WHAT THE EXERCISE ASKS
Every line below between the line holding "position:absolute; left:667px; top:15px;" and the line holding "position:absolute; left:15px; bottom:12px;", inclusive, should be repeated exactly, and all other lines omitted.

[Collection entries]
......
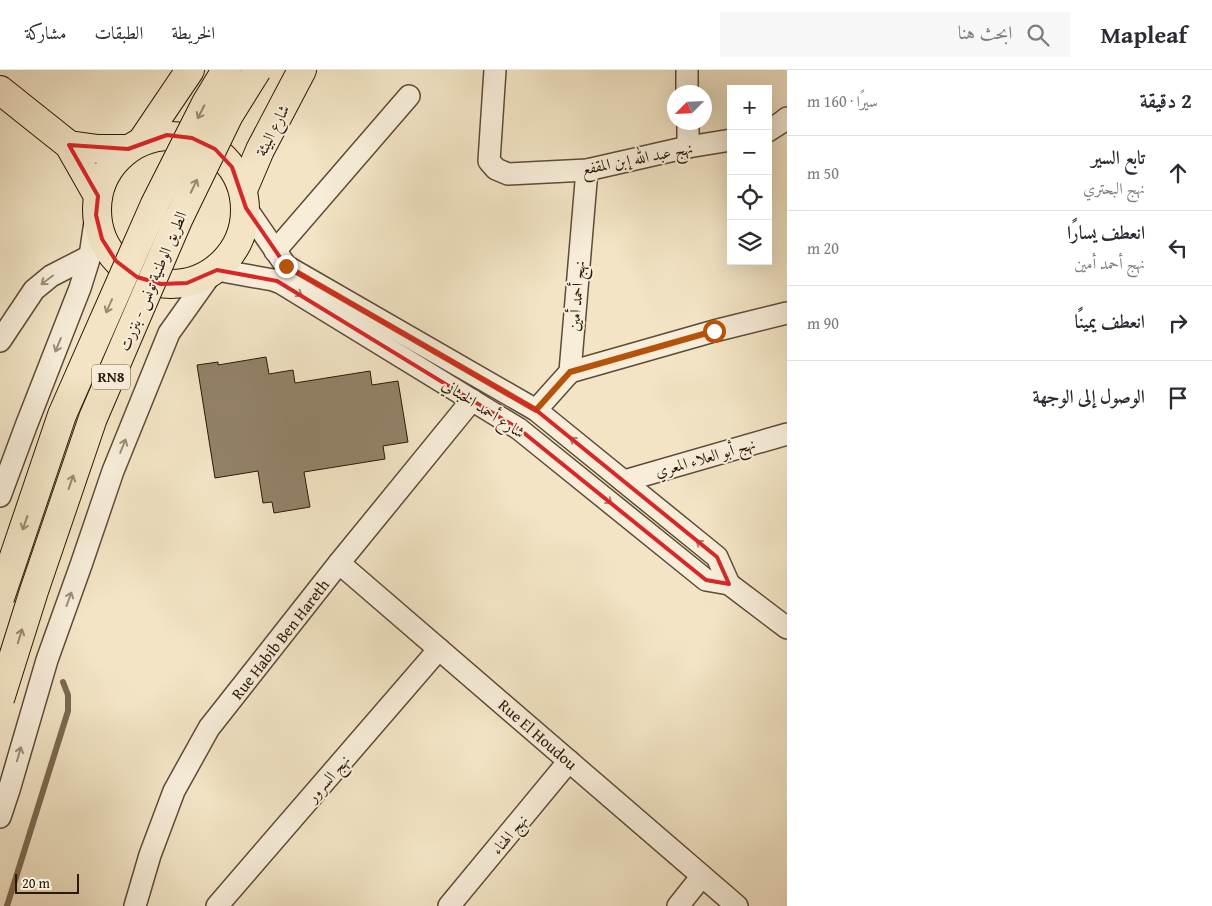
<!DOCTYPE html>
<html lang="ar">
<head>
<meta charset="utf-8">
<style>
	:root { --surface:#fff; --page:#f7f7f7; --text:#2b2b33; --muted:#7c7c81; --line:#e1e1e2 }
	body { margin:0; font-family:"Gentium Book Plus",Amiri,serif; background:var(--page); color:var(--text); direction:rtl }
	.controls { position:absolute; right:15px; top:15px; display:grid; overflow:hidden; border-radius:0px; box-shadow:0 5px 20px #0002 }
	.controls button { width:45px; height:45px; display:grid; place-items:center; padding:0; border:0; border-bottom:1px solid var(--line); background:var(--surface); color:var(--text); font:25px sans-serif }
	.compass { position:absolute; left:667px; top:15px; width:45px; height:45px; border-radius:50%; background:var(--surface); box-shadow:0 5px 20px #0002; rotate:246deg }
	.scale { position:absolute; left:15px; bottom:12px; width:64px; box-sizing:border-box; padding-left:5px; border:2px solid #2c1806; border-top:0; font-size:14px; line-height:18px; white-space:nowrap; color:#2c1806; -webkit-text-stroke:4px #f7edd9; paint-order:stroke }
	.stop { position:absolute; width:15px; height:15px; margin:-11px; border:4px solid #b45309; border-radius:50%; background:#fff }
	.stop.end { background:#b45309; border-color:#fff; box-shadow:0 1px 5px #0008 }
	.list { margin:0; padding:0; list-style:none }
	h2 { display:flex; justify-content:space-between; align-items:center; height:65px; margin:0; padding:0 20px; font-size:21px }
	h2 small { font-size:16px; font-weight:400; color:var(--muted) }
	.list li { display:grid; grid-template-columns:32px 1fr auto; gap:15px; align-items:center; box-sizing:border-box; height:75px; padding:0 20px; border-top:1px solid var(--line) }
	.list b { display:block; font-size:19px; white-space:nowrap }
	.list p { margin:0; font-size:16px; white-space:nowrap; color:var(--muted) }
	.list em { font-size:16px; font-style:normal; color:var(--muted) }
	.icon { flex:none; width:28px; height:28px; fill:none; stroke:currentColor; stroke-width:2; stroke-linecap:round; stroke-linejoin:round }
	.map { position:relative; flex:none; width:787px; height:836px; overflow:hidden; direction:ltr }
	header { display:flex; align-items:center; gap:30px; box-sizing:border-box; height:70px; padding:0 25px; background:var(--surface); border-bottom:1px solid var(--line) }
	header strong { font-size:24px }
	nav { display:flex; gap:28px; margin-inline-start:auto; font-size:18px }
	.search { width:350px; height:45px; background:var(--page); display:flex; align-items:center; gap:12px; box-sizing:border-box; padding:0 18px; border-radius:0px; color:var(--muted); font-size:19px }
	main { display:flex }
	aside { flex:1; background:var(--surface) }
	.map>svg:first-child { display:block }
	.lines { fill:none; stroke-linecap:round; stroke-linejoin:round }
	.stream { stroke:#7b6952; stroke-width:6 }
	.building { fill:#938269; stroke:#2c1806 }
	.minor-casing { stroke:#5e4b36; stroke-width:24 }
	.major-casing { stroke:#2c1806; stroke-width:30 }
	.minor { stroke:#f7edd9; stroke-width:21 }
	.major { stroke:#f2e4c5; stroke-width:28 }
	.highway-bridge-casing { stroke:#2c1806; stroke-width:30; stroke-linecap:butt }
	.highway-bridge { stroke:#f2e4c5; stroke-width:28 }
	.oneway { stroke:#99886f }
	.oneway2 { stroke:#9c8d7a }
	.route { stroke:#b45309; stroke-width:6 }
	.marked { fill:none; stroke:#d62828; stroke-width:4; stroke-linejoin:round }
	.labels { text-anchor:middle; stroke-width:4; stroke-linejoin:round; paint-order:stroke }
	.shield { fill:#f7edd9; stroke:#695845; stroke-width:1 }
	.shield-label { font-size:15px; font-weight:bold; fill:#2c1806 }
	.street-label { font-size:16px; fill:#2c1806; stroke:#f7edd9 }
</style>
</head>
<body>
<header>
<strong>Mapleaf</strong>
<div class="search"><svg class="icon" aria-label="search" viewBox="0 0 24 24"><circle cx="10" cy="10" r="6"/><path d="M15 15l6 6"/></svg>ابحث هنا</div>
<nav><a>الخريطة</a><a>الطبقات</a><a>مشاركة</a></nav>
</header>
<main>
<aside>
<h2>2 دقيقة<small>سيرًا · 160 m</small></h2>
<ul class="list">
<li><svg class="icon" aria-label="ahead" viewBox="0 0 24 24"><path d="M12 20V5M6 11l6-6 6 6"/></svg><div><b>تابع السير</b><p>نهج البحتري</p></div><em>50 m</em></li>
<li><svg class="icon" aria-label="left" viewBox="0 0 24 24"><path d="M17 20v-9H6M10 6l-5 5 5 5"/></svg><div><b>انعطف يسارًا</b><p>نهج أحمد أمين</p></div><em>20 m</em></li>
<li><svg class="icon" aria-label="right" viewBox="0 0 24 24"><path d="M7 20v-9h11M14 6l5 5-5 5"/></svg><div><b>انعطف يمينًا</b></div><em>90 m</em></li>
<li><svg class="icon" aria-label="arrive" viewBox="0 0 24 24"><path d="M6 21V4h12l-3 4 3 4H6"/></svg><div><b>الوصول إلى الوجهة</b></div></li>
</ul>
</aside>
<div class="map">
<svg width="787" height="836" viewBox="0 0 787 836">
	<rect width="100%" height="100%" fill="#f2e4c5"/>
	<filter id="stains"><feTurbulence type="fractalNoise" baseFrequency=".004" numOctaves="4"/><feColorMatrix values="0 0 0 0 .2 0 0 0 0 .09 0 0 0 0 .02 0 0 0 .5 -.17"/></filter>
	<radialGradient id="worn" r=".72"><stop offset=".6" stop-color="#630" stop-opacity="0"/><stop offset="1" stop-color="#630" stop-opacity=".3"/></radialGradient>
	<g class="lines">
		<!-- stream -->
		<path class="stream" d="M7,836L68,641V625L63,612"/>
	</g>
	<!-- building -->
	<path class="building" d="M266,287L269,304L293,300L295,313L370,301L372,315L398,311L408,372L383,376L385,389L304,402L310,437L274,443L272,432L263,433L258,401L215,408L197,295L218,292V295Z"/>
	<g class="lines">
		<!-- minor casing -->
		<g class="minor-casing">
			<g id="minor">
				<path d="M495,0L489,91L496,99L508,104L587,100L688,77L731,70"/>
				<path d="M687,0V22"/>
				<path d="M688,52V77"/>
				<path d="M768,61L782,52L787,48"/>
				<path d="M246,138L286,196L536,340L717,487L729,514L787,558"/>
				<path d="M275,181L409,26"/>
				<path d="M217,200L273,210L281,213L519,359L706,510L729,514"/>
				<path d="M0,271L34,220L51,206L90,186"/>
				<path d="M570,302L714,261L787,243"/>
				<path d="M536,340L570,302L587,100"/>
				<path d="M624,411L787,364"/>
				<path d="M0,426L26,356L80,218L90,186L96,145"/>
				<path d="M339,493L737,836"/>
				<path d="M0,747L9,720L47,590L81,495L113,401L169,263L211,204"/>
				<path d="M135,836L150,785L174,721L209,658L339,493L472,330"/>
				<path d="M217,836L439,579"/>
				<path d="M449,836L569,691"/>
				<path d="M678,836L702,806"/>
			</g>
		</g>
		<!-- major casing -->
		<g class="major-casing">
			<g id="major">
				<path d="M0,20L69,75L98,126"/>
				<circle cx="171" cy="140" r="74"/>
				<path d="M142,71L190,0"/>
				<path d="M69,75L98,79H128"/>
				<path d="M243,120L260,80L302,0"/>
			</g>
		</g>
		<!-- minor -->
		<use href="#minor" class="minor"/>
		<!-- major -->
		<use href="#major" class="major"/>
		<!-- highway-bridge casing -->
		<g class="highway-bridge-casing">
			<g id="highway-bridge">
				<path d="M0,528L62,345L155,134L206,33L226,0"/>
				<path d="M0,629L34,521L93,348L178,150L229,45L257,0"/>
			</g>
		</g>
		<!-- highway-bridge -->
		<use href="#highway-bridge" class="highway-bridge"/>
	</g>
	<!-- one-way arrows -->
	<defs><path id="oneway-shaft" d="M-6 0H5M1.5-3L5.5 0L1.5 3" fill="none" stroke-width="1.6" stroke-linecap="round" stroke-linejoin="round" transform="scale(1.25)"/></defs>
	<g class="oneway">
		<use href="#oneway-shaft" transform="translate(201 42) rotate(117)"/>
		<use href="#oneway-shaft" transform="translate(194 116) rotate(-64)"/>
		<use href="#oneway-shaft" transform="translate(109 236) rotate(114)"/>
		<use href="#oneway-shaft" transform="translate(71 412) rotate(-71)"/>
		<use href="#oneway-shaft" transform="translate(25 453) rotate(109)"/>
		<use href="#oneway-shaft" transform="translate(20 566) rotate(-73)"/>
	</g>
	<g class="oneway2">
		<use href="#oneway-shaft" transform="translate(47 210) rotate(143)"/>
		<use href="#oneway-shaft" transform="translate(296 222) rotate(31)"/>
		<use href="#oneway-shaft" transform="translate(58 275) rotate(112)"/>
		<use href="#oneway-shaft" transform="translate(576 372) rotate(-141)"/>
		<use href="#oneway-shaft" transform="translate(123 376) rotate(-68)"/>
		<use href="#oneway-shaft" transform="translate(606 429) rotate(39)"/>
		<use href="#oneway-shaft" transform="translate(702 475) rotate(-141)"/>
		<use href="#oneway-shaft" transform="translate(69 529) rotate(-70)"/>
		<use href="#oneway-shaft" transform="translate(19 684) rotate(-74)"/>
	</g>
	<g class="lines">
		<!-- route -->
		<path class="route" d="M286,196L536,340L570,302L714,261"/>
	</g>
	<!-- marked area -->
	<path class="marked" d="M167,65L192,68L215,79L232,97L246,138L286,196L536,340L717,487L729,514L706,510L519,359L277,211L217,200L187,213L161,214L137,207L116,191L102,169L96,145L98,126L69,75L128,79Z"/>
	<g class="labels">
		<!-- shield labels -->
		<rect class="shield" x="92" y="294.5" width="38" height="25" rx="4"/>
		<g class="shield-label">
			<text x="111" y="312">RN8</text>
		</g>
		<!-- street labels -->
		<g class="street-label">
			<text transform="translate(272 60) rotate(-63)" y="6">شارع البيئة</text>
			<text transform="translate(637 88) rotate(-11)" y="6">نهج عبد الله إبن المقفع</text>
			<text transform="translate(152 211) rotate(-67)" y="6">الطريق الوطنية تونس - بنزرت</text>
			<text transform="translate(576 226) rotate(-85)" y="6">نهج أحمد أمين</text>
			<text transform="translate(484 338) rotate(33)" y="6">شارع أحمد الخبثاني</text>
			<text transform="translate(705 387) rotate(-16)" y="6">نهج أبو العلاء المعري</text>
			<text transform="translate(280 569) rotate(-52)" y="6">Rue Habib Ben Hareth</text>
			<text transform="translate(538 664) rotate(41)" y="6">Rue El Houdou</text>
			<text transform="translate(328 708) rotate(-49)" y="6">نهج السرور</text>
			<text transform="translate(509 764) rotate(-50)" y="6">نهج الهناء</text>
		</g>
	</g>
	<rect width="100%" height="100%" filter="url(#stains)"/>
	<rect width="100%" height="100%" fill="url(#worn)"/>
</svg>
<div class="controls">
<button>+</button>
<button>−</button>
<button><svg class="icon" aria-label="locate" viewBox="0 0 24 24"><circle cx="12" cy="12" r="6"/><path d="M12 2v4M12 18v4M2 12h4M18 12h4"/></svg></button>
<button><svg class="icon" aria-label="layers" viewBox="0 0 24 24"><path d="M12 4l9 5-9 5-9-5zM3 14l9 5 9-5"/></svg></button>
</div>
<svg class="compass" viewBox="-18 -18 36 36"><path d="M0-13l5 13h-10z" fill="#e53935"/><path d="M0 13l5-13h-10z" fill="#7c7c81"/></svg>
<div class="scale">20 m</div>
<div class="stop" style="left:714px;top:261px"></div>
<div class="stop end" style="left:286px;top:196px"></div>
</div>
</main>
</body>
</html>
......
RESPONSE TO THE TASK
	.compass { position:absolute; left:667px; top:15px; width:45px; height:45px; border-radius:50%; background:var(--surface); box-shadow:0 5px 20px #0002; rotate:246deg }
	.scale { position:absolute; left:15px; bottom:12px; width:64px; box-sizing:border-box; padding-left:5px; border:2px solid #2c1806; border-top:0; font-size:14px; line-height:18px; white-space:nowrap; color:#2c1806; -webkit-text-stroke:4px #f7edd9; paint-order:stroke }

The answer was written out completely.